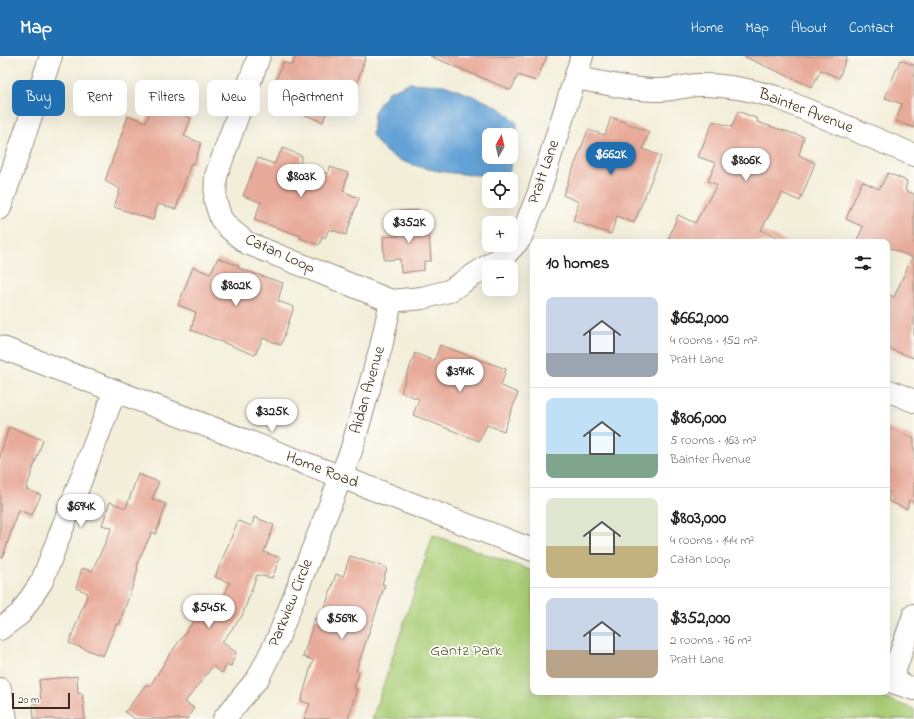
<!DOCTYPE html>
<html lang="en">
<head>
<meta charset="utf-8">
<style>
  :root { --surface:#fff; --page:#f6f6f6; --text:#202124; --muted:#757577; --line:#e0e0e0; --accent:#1f6fb2 }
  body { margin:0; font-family:"Indie Flower",sans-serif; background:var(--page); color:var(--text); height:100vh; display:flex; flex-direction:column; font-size:15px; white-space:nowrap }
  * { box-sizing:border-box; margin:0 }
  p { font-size:13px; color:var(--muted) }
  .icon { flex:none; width:22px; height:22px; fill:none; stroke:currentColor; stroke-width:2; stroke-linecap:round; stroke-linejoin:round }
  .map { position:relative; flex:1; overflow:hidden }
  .details { position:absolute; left:530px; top:183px; width:360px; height:456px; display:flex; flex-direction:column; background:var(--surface); border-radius:8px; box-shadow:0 4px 16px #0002 }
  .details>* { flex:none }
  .banner { position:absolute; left:12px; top:24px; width:380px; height:36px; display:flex; gap:8px }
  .needle { width:26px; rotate:8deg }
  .tools { position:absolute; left:482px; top:72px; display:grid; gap:8px }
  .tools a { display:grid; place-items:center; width:36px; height:36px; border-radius:8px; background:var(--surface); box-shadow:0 4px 16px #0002; font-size:20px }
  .scale { position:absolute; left:12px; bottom:10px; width:58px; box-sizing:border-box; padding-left:4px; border:2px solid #3b2a1e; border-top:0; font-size:11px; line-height:14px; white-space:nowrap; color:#3b2a1e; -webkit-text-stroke:3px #fdfcf7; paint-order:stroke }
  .price { position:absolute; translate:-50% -34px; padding:0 9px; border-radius:14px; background:#fff; color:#222; font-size:13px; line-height:26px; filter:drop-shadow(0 1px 2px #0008) }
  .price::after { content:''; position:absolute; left:50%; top:24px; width:12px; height:9px; margin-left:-6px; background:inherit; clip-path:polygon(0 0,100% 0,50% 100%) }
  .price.active { background:var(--accent); color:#fff }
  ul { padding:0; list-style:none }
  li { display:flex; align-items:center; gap:12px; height:100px; padding:0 16px }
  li+li { border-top:1px solid var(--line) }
  li span { display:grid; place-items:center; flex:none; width:112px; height:80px; border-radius:8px; color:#555 }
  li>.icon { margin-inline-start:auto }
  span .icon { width:48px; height:48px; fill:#fffc; stroke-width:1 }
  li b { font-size:17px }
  h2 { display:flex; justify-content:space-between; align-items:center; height:48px; padding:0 16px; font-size:17px }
  .tag { padding:0 14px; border-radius:8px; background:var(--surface); box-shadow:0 4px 16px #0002; font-size:14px; line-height:36px }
  .tag.active { background:var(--accent); color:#fff }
  header { display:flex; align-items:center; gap:24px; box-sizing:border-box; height:56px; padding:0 20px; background:var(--accent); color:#fff }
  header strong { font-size:19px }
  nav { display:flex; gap:22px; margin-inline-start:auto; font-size:14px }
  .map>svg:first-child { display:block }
</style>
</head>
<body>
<header>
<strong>Map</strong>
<nav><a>Home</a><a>Map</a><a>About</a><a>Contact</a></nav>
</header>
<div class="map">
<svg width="914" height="663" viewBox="0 0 914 663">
  <rect width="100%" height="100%" fill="#fdfcf7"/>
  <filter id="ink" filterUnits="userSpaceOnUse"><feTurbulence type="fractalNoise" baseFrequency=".025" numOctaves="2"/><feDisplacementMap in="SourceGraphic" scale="8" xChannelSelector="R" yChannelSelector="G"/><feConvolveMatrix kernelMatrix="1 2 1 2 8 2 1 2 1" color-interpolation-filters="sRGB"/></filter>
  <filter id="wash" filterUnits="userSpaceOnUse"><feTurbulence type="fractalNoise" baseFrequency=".012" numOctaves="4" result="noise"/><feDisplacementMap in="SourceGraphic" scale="16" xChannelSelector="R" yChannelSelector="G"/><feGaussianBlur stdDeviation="0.9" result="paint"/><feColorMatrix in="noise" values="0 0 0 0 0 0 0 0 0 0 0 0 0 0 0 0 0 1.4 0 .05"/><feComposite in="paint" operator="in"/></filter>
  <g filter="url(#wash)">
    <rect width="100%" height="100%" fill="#f3eed9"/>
    <path fill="#abcf79" stroke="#737c4c" d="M 433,479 L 533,515 L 533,636 L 867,636 L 914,653 L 914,663 L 372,663 Z"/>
    <path fill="#64a2d6" stroke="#50667a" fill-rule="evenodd" d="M 409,27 L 444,29 L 476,41 L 500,52 L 517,67 L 516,83 L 509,118 C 477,122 412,116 386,96 C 381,92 376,84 372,79 L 374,56 L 388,36 ZM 489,79 L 511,79 L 511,101 L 489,101 Z"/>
    <g id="blocks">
      <path fill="#e8ab9a" d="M 296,0 L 366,0 L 348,53 L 330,48 L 323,66 L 285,51 L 293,33 L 275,27 L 283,6 L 292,9 Z
        M 430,0 L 547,0 L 536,25 L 518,19 L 511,34 Z
        M 743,0 L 847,0 L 839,22 L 821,14 L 812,31 Z
        M 900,4 L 914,9 L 914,72 L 896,65 L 902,48 L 885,42 Z
        M 153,48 L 191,62 L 184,80 L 201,87 L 194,108 L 191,107 L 176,153 L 158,148 L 153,164 L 114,151 L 120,133 L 105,125 L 128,60 L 146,66 Z
        M 738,55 L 758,63 L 757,66 L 804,81 L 799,99 L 815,107 L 800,145 L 782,137 L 761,174 L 788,186 L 667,186 L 678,159 L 695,167 L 717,129 L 708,125 L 716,107 L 698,101 L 713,65 L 732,71 Z
        M 611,61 L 649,76 L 643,93 L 661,100 L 634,167 L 617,160 L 611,178 L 573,165 L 579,146 L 563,139 L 588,74 L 605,79 Z
        M 283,92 L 302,100 L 300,108 L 328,118 L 330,111 L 348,117 L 343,135 L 359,142 L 346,179 L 329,173 L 325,182 L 323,180 L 319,189 L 300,182 L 301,180 L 254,164 L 261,146 L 243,140 L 258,102 L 274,108 Z
        M 888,117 L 907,125 L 905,134 L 914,138 L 914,302 L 887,292 L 887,238 L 894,241 L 912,201 L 887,191 L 887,186 L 856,186 L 863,171 L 846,163 L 862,125 L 879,133 Z
        M 419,154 L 420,175 L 429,175 L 431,205 L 424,205 L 424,214 L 401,217 L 400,203 L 384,204 L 383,181 L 399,180 L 399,155 Z
        M 218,202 L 239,210 L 238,212 L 283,227 L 278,245 L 294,251 L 281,289 L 263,282 L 255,299 L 191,274 L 196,256 L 178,249 L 193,211 L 210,218 Z
        M 440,289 L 506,313 L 501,330 L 518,337 L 504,375 L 487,369 L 479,385 L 413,359 L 419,343 L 401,336 L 415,297 L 434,305 Z
        M 9,371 L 43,384 L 26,433 L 41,439 L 32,459 L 18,454 L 3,501 L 0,501 L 0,399 Z
        M 887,371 L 914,382 L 914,447 L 909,444 L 907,453 L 888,445 L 890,436 L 887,435 Z
        M 138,418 L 159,426 L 152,443 L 166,448 L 156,478 L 152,476 L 138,505 L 137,517 L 119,569 L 116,568 L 103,600 L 69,587 L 88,537 L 76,532 L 82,512 L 92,515 L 112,472 L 102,469 L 110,446 L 126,452 Z
        M 254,461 L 274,469 L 264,496 L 280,502 L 272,522 L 257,519 L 242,560 L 222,586 L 236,596 L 231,610 L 227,609 L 222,617 L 213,610 L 185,646 L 194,652 L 187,663 L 135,663 L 125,656 L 145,630 L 147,629 L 150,630 L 168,601 L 204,551 L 215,560 L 230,527 L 215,521 L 238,465 L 252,470 Z
        M 350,500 L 387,512 L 382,528 L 385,529 L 356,615 L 359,617 L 354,632 L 357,633 L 348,663 L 304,663 L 310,648 L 301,645 L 313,604 L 303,601 L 315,562 L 321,563 L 336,518 L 343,521 Z
        M 77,620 L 78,638 L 82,637 L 85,663 L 34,663 L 33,647 L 41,646 L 39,624 Z"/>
    </g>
  </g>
  <g filter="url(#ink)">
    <use href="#blocks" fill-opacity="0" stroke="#978c7c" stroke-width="1"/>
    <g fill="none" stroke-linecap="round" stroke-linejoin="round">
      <g stroke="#978c7c" stroke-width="24">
        <path id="minor" d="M 259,0 L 216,120 L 215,144 L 221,163 L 230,173 L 247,187 L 391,245 L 422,242 L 449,235 L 506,198 L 520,183 L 538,139 L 582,0
          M 575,22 C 603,26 632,35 660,34 C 673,34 685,30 697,29 C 724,28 750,34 776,41 L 914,99
          M 0,152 L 51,0
          M 887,334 L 914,345
          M 0,573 L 20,558 L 42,525 L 115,335
          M 891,625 L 914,559
          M 0,633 L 6,663
          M 224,663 L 258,622 L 278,582 L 351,395 L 381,291 L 391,245"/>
      </g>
      <g stroke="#978c7c" stroke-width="24">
        <path id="tertiary" d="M 0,291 L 533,494
          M 887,624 L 914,633"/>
      </g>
      <use href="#minor" stroke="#fff" stroke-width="22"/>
      <use href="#tertiary" stroke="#fff" stroke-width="22"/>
    </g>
  </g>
  <g text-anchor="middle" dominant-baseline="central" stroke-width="3.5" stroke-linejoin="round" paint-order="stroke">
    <g font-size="16" fill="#3b2a1e" stroke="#fdfcf7">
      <text transform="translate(806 55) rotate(21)">Bainter Avenue</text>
      <text transform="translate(544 116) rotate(-71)">Pratt Lane</text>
      <text transform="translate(280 198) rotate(24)">Catan Loop</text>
      <text transform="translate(368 334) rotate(-74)">Aidan Avenue</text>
      <text transform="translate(322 414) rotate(21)">Home Road</text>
      <text transform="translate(291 547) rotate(-68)">Parkview Circle</text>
    </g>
    <g font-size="16" fill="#5d5c39" stroke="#fdfcf7">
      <text x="466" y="595">Gantz Park</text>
    </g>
  </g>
</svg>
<div class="tools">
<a><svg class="needle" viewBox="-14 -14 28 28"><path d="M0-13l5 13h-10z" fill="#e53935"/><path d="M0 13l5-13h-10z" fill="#757577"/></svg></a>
<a><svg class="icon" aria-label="locate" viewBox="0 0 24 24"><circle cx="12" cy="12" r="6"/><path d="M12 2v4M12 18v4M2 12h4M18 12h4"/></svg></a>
<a>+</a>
<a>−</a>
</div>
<div class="scale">20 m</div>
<b class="price active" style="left:611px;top:120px">$662K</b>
<b class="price" style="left:746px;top:126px">$806K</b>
<b class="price" style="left:301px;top:142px">$803K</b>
<b class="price" style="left:409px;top:188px">$352K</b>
<b class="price" style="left:236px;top:251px">$802K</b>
<b class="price" style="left:460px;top:337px">$394K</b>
<b class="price" style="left:272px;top:377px">$325K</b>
<b class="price" style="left:81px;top:472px">$694K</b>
<b class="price" style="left:209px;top:573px">$545K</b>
<b class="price" style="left:342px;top:584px">$569K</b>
<div class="banner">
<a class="tag active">Buy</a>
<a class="tag">Rent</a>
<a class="tag">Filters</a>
<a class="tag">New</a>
<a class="tag">Apartment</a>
</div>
<section class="details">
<h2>10 homes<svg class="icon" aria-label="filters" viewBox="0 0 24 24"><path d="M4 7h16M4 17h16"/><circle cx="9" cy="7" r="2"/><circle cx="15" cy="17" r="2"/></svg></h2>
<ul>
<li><span style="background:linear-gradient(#c9d6e8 70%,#9aa5b1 0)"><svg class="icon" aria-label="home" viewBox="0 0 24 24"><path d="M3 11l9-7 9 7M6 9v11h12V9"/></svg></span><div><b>$662,000</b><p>4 rooms · 152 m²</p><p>Pratt Lane</p></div></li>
<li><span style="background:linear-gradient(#bfe0f5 70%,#7fa58c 0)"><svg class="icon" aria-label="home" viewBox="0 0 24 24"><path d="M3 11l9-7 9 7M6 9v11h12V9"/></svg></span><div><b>$806,000</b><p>5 rooms · 163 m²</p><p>Bainter Avenue</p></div></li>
<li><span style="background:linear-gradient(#dfe7d0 60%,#c2b280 0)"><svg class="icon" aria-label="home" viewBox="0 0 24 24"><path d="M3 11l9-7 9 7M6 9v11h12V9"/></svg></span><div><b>$803,000</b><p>4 rooms · 144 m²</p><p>Catan Loop</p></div></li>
<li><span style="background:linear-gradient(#c9d6e8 65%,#b9a48a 0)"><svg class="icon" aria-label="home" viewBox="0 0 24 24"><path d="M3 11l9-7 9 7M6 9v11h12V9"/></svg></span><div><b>$352,000</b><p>2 rooms · 76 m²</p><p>Pratt Lane</p></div></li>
</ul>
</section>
</div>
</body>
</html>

**Goal of the exercise**
Select and copy every line of the material that holds the string "userSpaceOnUse".

**Problem solution**
  <filter id="ink" filterUnits="userSpaceOnUse"><feTurbulence type="fractalNoise" baseFrequency=".025" numOctaves="2"/><feDisplacementMap in="SourceGraphic" scale="8" xChannelSelector="R" yChannelSelector="G"/><feConvolveMatrix kernelMatrix="1 2 1 2 8 2 1 2 1" color-interpolation-filters="sRGB"/></filter>
  <filter id="wash" filterUnits="userSpaceOnUse"><feTurbulence type="fractalNoise" baseFrequency=".012" numOctaves="4" result="noise"/><feDisplacementMap in="SourceGraphic" scale="16" xChannelSelector="R" yChannelSelector="G"/><feGaussianBlur stdDeviation="0.9" result="paint"/><feColorMatrix in="noise" values="0 0 0 0 0 0 0 0 0 0 0 0 0 0 0 0 0 1.4 0 .05"/><feComposite in="paint" operator="in"/></filter>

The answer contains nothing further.